Klogistik
Es liegt mehr als die Hälfte meiner bisherigen Lebensjahre zurück - und schaudernd erinnere ich mich, dass ich damals schon volljährig war, ja, schon mein Studium angebrochen hatte - da war sie mir aufgefallen. Sie stand in der Diskothek an der Bar (sehr lange her) und sah regungslos dem Treiben der Tänzer zu. Ich spechtete immer mal wieder rüber zu ihr. Nichts änderte sich im Verlauf der Nacht an ihrer Pose, an ihrer ausdruckslosen Mimik und daran, dass sie nicht tanzte.
Sie faszinierte mich, weil sie mich an ein scheues Schwarz-Weiß-Foto Bild von Ingeborg Bachmann erinnerte.
Ich war zu schüchtern, sie anzusprechen. Ich wollte grade, enttäuscht von meinem eigenen Mangel an Courage, das Etablisment verlassen, da stand sie von ihrem Barhocker auf und hinkte zur Toilette.

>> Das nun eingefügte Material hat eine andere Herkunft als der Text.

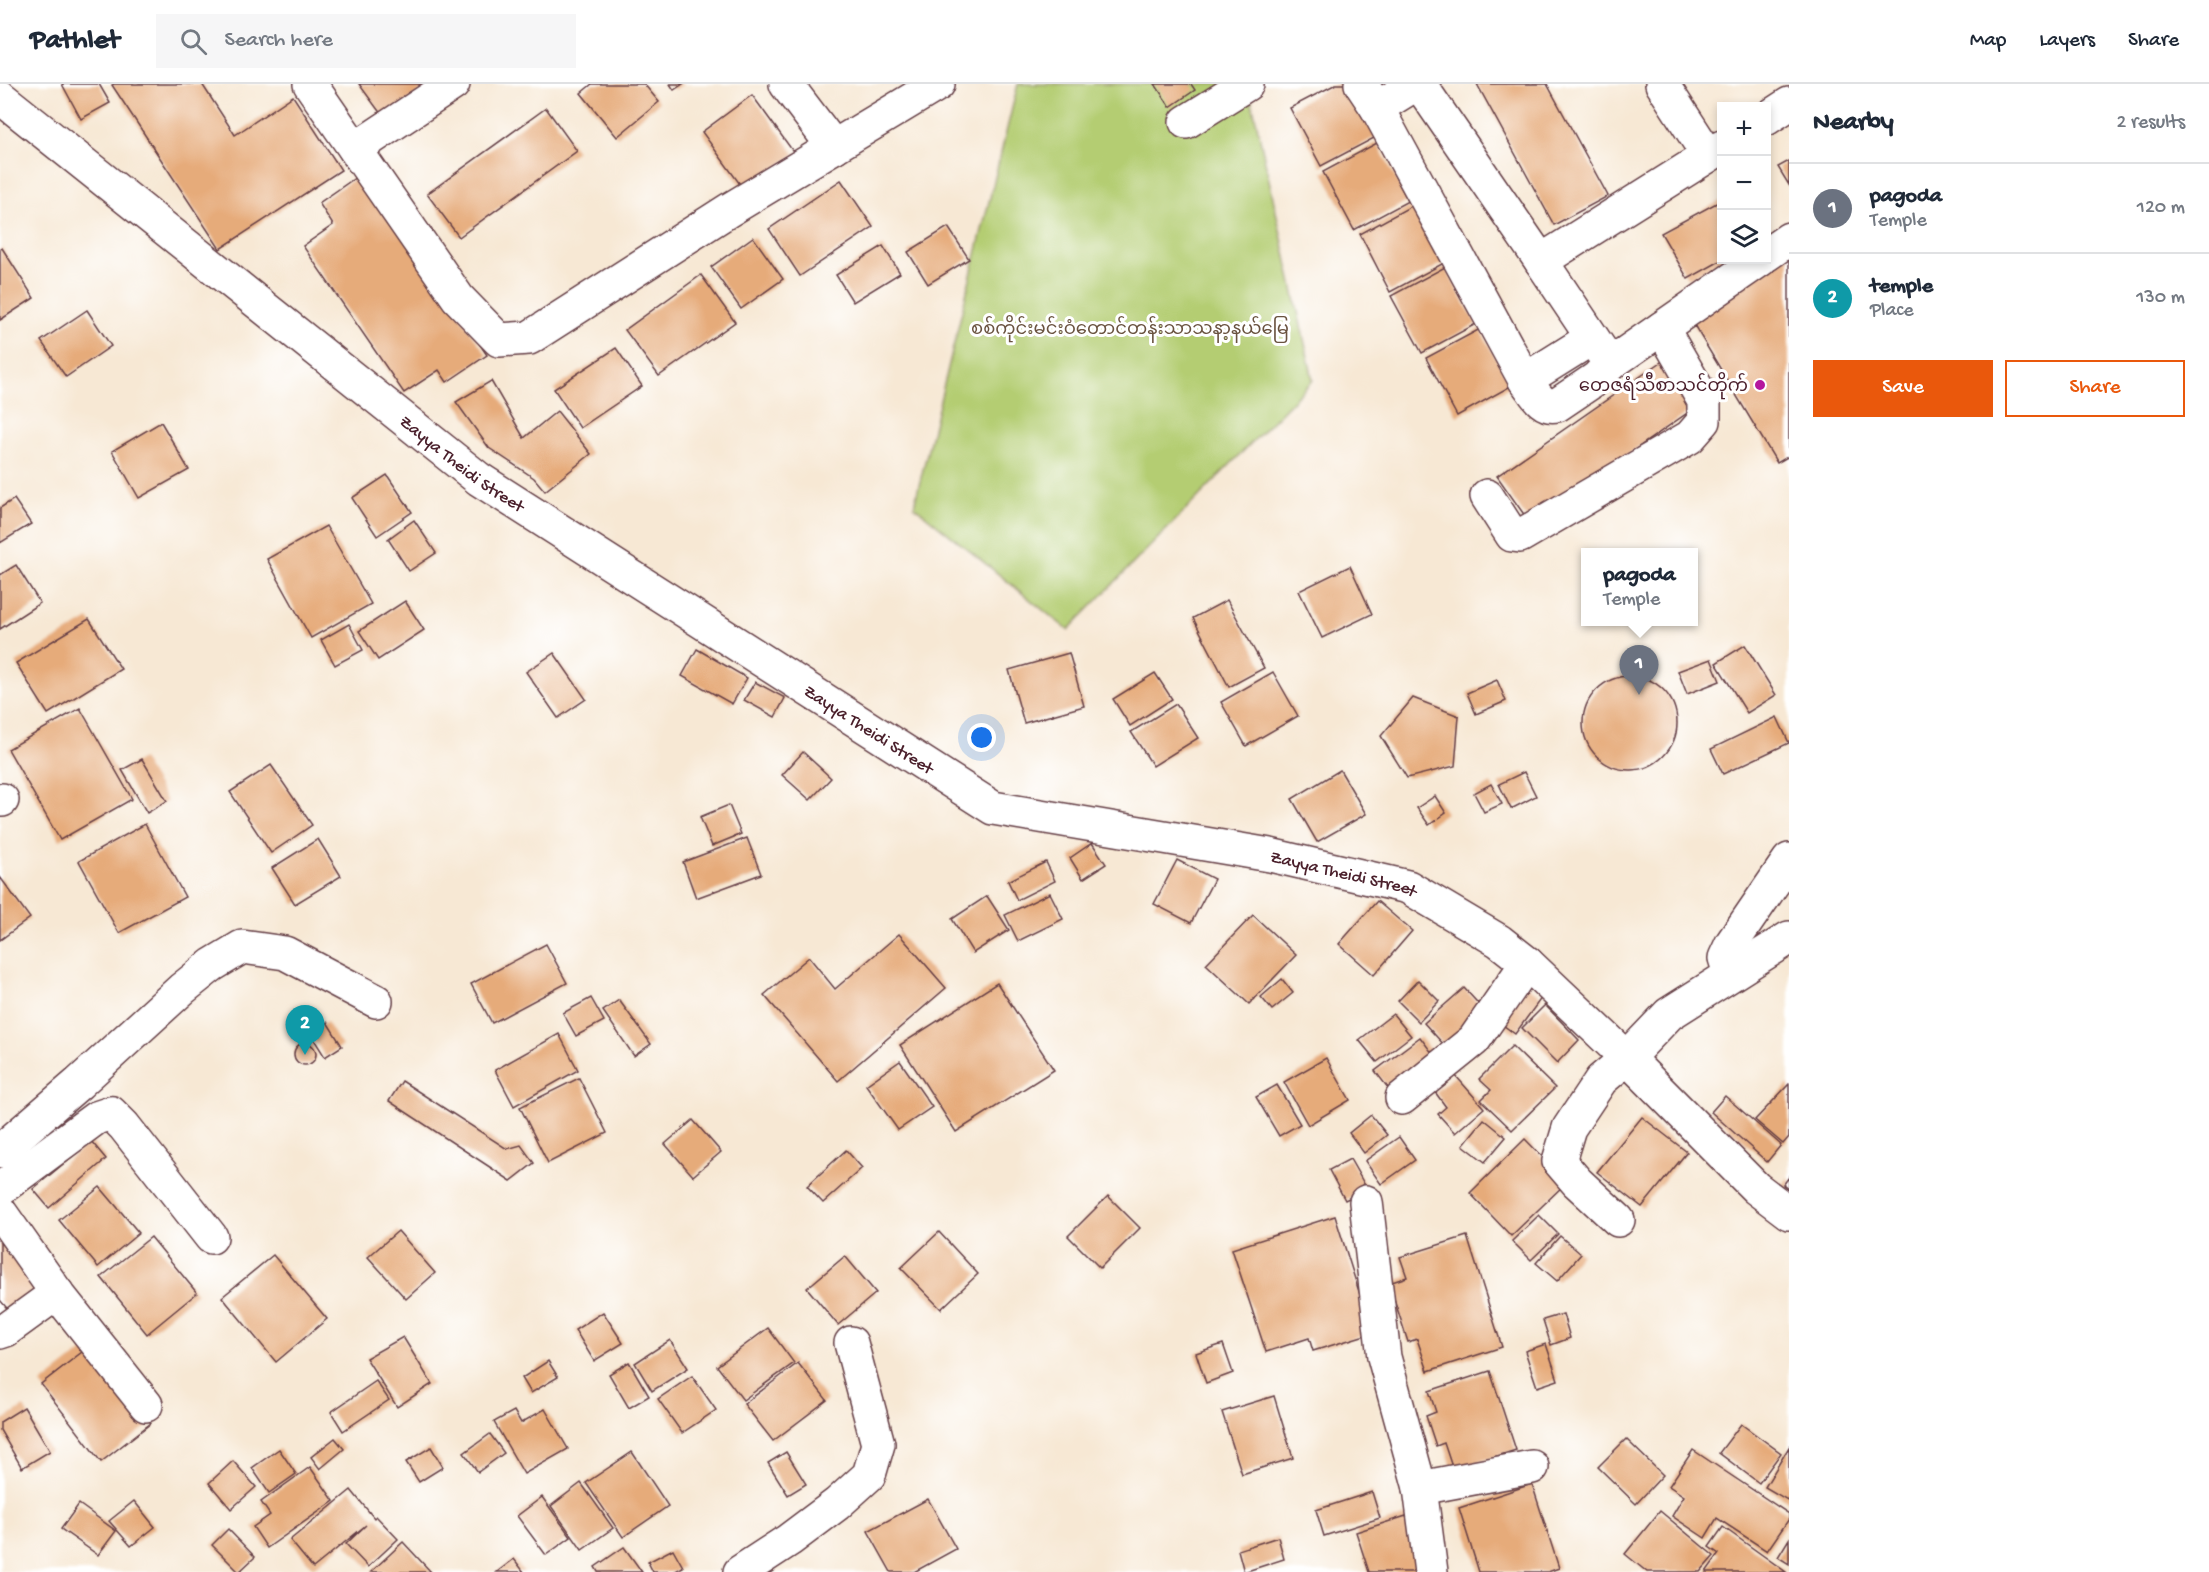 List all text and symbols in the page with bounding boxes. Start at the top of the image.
search box [156,14,576,68]
text: Pathlet [30,25,120,58]
icon: search [177,25,210,58]
text: Search here [225,28,333,54]
text: Map [1970,29,2006,54]
text: Layers [2039,29,2095,54]
text: Share [2128,29,2179,54]
map controls [1717,102,1771,264]
button: + [1717,102,1771,156]
text: Nearby [1813,108,1894,139]
text: 2 results [2116,112,2185,135]
button: − [1717,156,1771,210]
text: pagoda [1870,184,1942,210]
text: 1 [1828,197,1837,220]
text: 120 m [2137,197,2185,220]
button: layers [1717,210,1771,264]
text: Temple [1870,210,1927,233]
text: temple [1870,274,1933,300]
text: 2 [1828,287,1837,310]
text: 130 m [2136,287,2185,310]
text: Place [1870,300,1914,323]
park label: စစ်ကိုင်းမင်းဝံတောင်တန်းသာသနာ့နယ်မြေ [971,314,1289,343]
button: Save [1813,360,1993,417]
button: Share [2005,360,2185,417]
place label: တေဇရံသီစာသင်တိုက် [1579,371,1748,400]
marker: တေဇရံသီစာသင်တိုက် [1753,378,1767,392]
street label: Zayya Theidi Street [394,412,529,519]
popup [1581,548,1698,626]
text: pagoda [1603,563,1676,589]
text: Temple [1603,589,1660,612]
pin: 1 [1620,646,1658,695]
street label: Zayya Theidi Street [799,682,938,781]
your location [967,723,996,752]
street label: Zayya Theidi Street [1268,847,1422,904]
pin: 2 [286,1006,324,1055]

Nach einiger Zeit kam sie wieder, lachte Tränen, schüttelte mit dem Kopf und begann ein lebhaftes Gespräch mit einem der Barkeeper. Jetzt sitzen wir uns in der Kneipe gegenüber und ich frage sie, ob ihre Gehbehinderung sie früher am Tanzen gehindert hat.
“Wie kommst du darauf?”
“Ich kenne Dich schon lange. Ich bin früher ne Zeitlang jeden Tag ins `Gruuft` gegangen, nur um Dich sehen zu können.”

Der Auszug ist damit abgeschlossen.